▶ **Work to complete**: Set down every record below exactly as written.

▶ **Input data**:

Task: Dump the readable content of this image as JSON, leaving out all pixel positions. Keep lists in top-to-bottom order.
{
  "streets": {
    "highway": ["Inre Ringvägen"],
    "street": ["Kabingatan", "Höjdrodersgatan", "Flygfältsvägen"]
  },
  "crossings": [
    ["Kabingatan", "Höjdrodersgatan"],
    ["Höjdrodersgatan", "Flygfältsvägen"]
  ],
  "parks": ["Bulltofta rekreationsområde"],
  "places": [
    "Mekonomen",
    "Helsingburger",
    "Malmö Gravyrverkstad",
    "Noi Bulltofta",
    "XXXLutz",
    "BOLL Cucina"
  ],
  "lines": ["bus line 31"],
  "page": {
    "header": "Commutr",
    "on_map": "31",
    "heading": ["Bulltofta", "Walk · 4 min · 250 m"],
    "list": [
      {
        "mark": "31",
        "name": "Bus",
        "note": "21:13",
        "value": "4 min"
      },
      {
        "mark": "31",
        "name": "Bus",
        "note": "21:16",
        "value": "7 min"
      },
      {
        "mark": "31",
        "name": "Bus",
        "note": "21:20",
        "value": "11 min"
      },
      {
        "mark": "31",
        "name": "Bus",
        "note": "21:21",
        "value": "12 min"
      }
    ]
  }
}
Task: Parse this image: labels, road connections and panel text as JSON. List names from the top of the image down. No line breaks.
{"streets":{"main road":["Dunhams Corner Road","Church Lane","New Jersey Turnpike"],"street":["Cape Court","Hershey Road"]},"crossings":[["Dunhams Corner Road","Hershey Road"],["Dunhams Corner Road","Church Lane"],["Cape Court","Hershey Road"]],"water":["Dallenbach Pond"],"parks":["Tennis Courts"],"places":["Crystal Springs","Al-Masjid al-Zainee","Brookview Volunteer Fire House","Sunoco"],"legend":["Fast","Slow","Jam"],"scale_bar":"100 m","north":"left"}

▶ **Response to this task**:
Task: Dump the readable content of this image as JSON, leaving out all pixel positions. Keep lists in top-to-bottom order.
{
  "streets": {
    "highway": ["Inre Ringvägen"],
    "street": ["Kabingatan", "Höjdrodersgatan", "Flygfältsvägen"]
  },
  "crossings": [
    ["Kabingatan", "Höjdrodersgatan"],
    ["Höjdrodersgatan", "Flygfältsvägen"]
  ],
  "parks": ["Bulltofta rekreationsområde"],
  "places": [
    "Mekonomen",
    "Helsingburger",
    "Malmö Gravyrverkstad",
    "Noi Bulltofta",
    "XXXLutz",
    "BOLL Cucina"
  ],
  "lines": ["bus line 31"],
  "page": {
    "header": "Commutr",
    "on_map": "31",
    "heading": ["Bulltofta", "Walk · 4 min · 250 m"],
    "list": [
      {
        "mark": "31",
        "name": "Bus",
        "note": "21:13",
        "value": "4 min"
      },
      {
        "mark": "31",
        "name": "Bus",
        "note": "21:16",
        "value": "7 min"
      },
      {
        "mark": "31",
        "name": "Bus",
        "note": "21:20",
        "value": "11 min"
      },
      {
        "mark": "31",
        "name": "Bus",
        "note": "21:21",
        "value": "12 min"
      }
    ]
  }
}
Task: Parse this image: labels, road connections and panel text as JSON. List names from the top of the image down. No line breaks.
{"streets":{"main road":["Dunhams Corner Road","Church Lane","New Jersey Turnpike"],"street":["Cape Court","Hershey Road"]},"crossings":[["Dunhams Corner Road","Hershey Road"],["Dunhams Corner Road","Church Lane"],["Cape Court","Hershey Road"]],"water":["Dallenbach Pond"],"parks":["Tennis Courts"],"places":["Crystal Springs","Al-Masjid al-Zainee","Brookview Volunteer Fire House","Sunoco"],"legend":["Fast","Slow","Jam"],"scale_bar":"100 m","north":"left"}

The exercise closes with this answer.